Wall Street Journal:

Governors around the U.S. are proposing to balance their states' budgets with a long list of cuts and almost no new taxes, reflecting a goal by politicians from both parties to erase deficits chiefly by shrinking government.
...
"I do recognize some low-income Iowans can't afford to pay for preschool, but even they can pay something, maybe just $10 a month," says Mr. Branstad, who took office last month and who had previously served four terms as Iowa governor.

It suffices to say that politicians don't want to shrink the government. They want to shrink only that portion of government that helps low-income Americans afford preschool; in fact, they want to increase "taxes" -- i.e. actual living expenses -- for the poor by reducing the public obligations of the rich. But make no mistake that government is ever-expanding into areas that benefit the rich; this is why it never really gets smaller over time, even under conservative rule.

In the words of Rudolf Rocker, "The state is capable only of protecting old privileges and creating new ones; in that its whole significance is exhausted." Who is protected by the state? is the main question for participants at any given moment in the broader class war. The owning classes are protected by default, the general population is not; they have to win whatever rights they have, and fight to maintain them, through struggle.

8 comments:

Anonymous said...

Bueno.

Jim H. said...

http://wisdomofthewest.blogspot.com/2010/11/politics-part-isan-2.html


http://www.youtube.com/watch?v=Og99vvtvRlA

"Property rights are identical to personal liberty and social liberties. ... "Property rights is liberty." Ron Paul

no said...

Word.

JRB said...

If "property rights is liberty," it follows that in a free society, everyone would have an equal right to property.

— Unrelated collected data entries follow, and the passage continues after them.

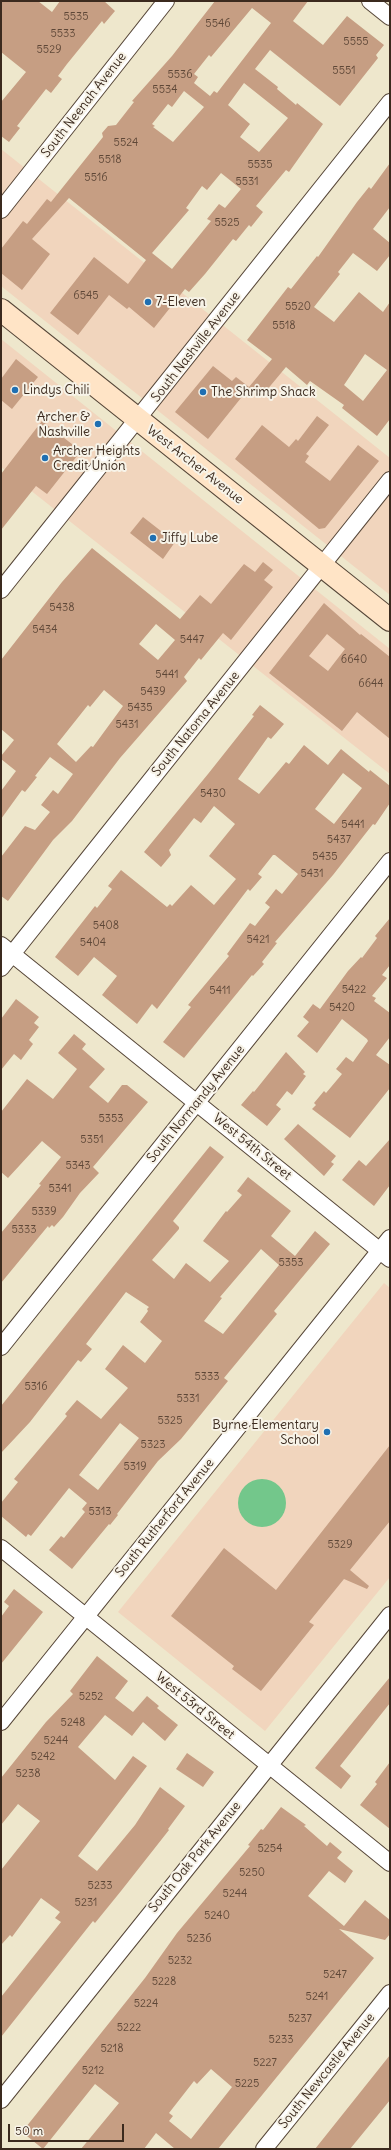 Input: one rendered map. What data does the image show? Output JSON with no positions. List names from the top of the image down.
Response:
{
  "streets": {
    "main road": ["West Archer Avenue"],
    "street": [
      "South Neenah Avenue",
      "South Nashville Avenue",
      "South Natoma Avenue",
      "South Normandy Avenue",
      "West 54th Street",
      "South Rutherford Avenue",
      "West 53rd Street",
      "South Oak Park Avenue",
      "South Newcastle Avenue"
    ]
  },
  "crossings": [
    ["South Nashville Avenue", "West Archer Avenue"],
    ["West Archer Avenue", "South Natoma Avenue"],
    ["South Natoma Avenue", "West 54th Street"],
    ["South Normandy Avenue", "West 54th Street"],
    ["West 54th Street", "South Rutherford Avenue"],
    ["South Rutherford Avenue", "West 53rd Street"],
    ["West 53rd Street", "South Oak Park Avenue"]
  ],
  "places": [
    "7-Eleven",
    "Lindys Chili",
    "The Shrimp Shack",
    "Archer & Nashville",
    "Archer Heights Credit Union",
    "Jiffy Lube",
    "Byrne Elementary School"
  ],
  "house_numbers": [
    "5535",
    "5546",
    "5533",
    "5555",
    "5529",
    "5551",
    "5536",
    "5534",
    "5524",
    "5518",
    "5535",
    "5516",
    "5531",
    "5525",
    "6545",
    "5520",
    "5518",
    "5438",
    "5434",
    "5447",
    "6640",
    "5441",
    "6644",
    "5439",
    "5435",
    "5431",
    "5430",
    "5441",
    "5437",
    "5435",
    "5431",
    "5408",
    "5421",
    "5404",
    "5422",
    "5411",
    "5420",
    "5353",
    "5351",
    "5343",
    "5341",
    "5339",
    "5333",
    "5353",
    "5333",
    "5316",
    "5331",
    "5325",
    "5323",
    "5319",
    "5313",
    "5329",
    "5252",
    "5248",
    "5244",
    "5242",
    "5238",
    "5254",
    "5250",
    "5233",
    "5244",
    "5231",
    "5240",
    "5236",
    "5232",
    "5247",
    "5228",
    "5241",
    "5224",
    "5237",
    "5222",
    "5233",
    "5218",
    "5227",
    "5212",
    "5225"
  ],
  "scale_bar": "50 m"
} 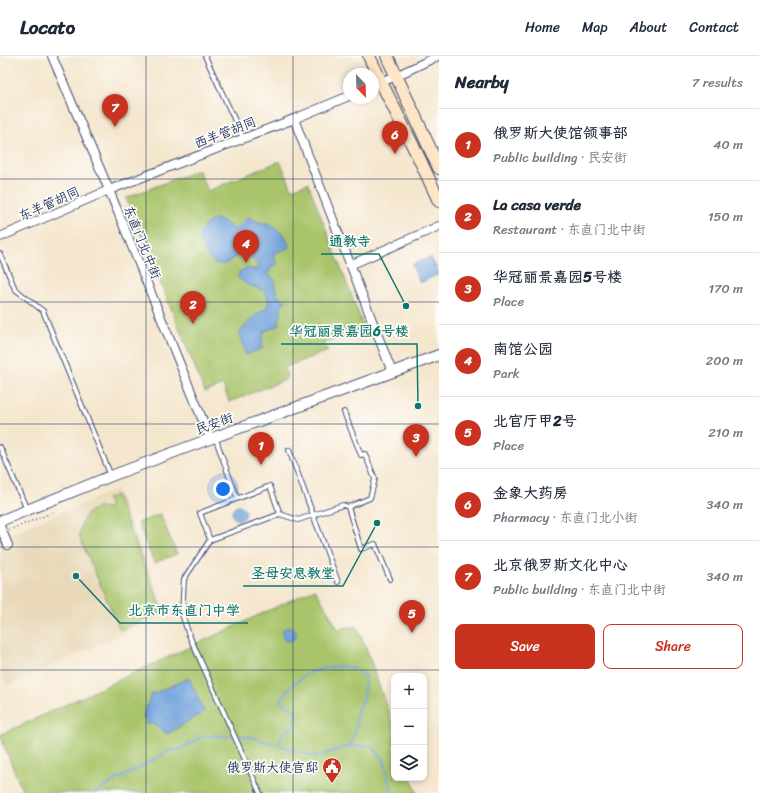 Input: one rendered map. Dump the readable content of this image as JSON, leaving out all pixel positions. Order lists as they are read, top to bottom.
{
  "streets": {
    "street": [
      "西羊管胡同",
      "东羊管胡同",
      "东直门北中街",
      "民安街"
    ]
  },
  "crossings": [
    ["西羊管胡同", "东羊管胡同"],
    ["西羊管胡同", "东直门北中街"],
    ["东羊管胡同", "东直门北中街"],
    ["东直门北中街", "民安街"]
  ],
  "places": {
    "other": [
      "通教寺",
      "华冠丽景嘉园6号楼",
      "圣母安息教堂",
      "北京市东直门中学"
    ],
    "public building": ["俄罗斯大使官邸"]
  },
  "north": "bottom right",
  "page": {
    "header": "Locato",
    "nav": [
      "Home",
      "Map",
      "About",
      "Contact"
    ],
    "heading": ["Nearby", "7 results"],
    "pins": [
      "7",
      "6",
      "4",
      "2",
      "3",
      "1",
      "5"
    ],
    "list": [
      {
        "mark": "1",
        "name": "俄罗斯大使馆领事部",
        "note": "Public building · 民安街",
        "value": "40 m"
      },
      {
        "mark": "2",
        "name": "La casa verde",
        "note": "Restaurant · 东直门北中街",
        "value": "150 m"
      },
      {
        "mark": "3",
        "name": "华冠丽景嘉园5号楼",
        "note": "Place",
        "value": "170 m"
      },
      {
        "mark": "4",
        "name": "南馆公园",
        "note": "Park",
        "value": "200 m"
      },
      {
        "mark": "5",
        "name": "北官厅甲2号",
        "note": "Place",
        "value": "210 m"
      },
      {
        "mark": "6",
        "name": "金象大药房",
        "note": "Pharmacy · 东直门北小街",
        "value": "340 m"
      },
      {
        "mark": "7",
        "name": "北京俄罗斯文化中心",
        "note": "Public building · 东直门北中街",
        "value": "340 m"
      }
    ],
    "buttons": ["Save", "Share"],
    "map_buttons": ["+", "−"]
  }
}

what the Tee Vee taught said...

Politicians from both parties?!

BOTH Parties?!

You mean, of all the wildly important things they don't agree on (which are... what, again?)...

Jim H. said...

No, in the real world, it follows that the more property you have, the more rights you have.

In a free world, the more property you have, the more freedom you have. No?

Freedom and equality: they don't quite match up.

JRB said...

Freedom and equality: they don't quite match up.

Social freedom implies an approximation of equality in the same way that rulerships imply inequality -- more "freedom" for some than for others. Nobody holds up the monarch as an exemplar of "individual freedom," because his freedom is based in inequality.

In the same way, "property rights" under capitalism, a system of economic inequality, amounts to a "right to property" for one class vs. another.

On the other hand, an "equal right to property" would amount to either "small producers working for themselves" or "the control of the associated producers," to paraphrase Marx.

This is why whenever I am met by those so enamored by "property rights" I encourage them towards "an equal right to property." If property rights are indeed a basis for liberty, then surely everyone deserves an equal claim to property if they are to be free. That means either owning that portion which affects them directly, or administering their part of a larger combination in concert with others.

You make many of the same points in your post, of course.

Richard said...

The state which protects those all-important property rights necessarily also enforces and maintains, if not creates, the state of propertylessness in producers on which the rights depend.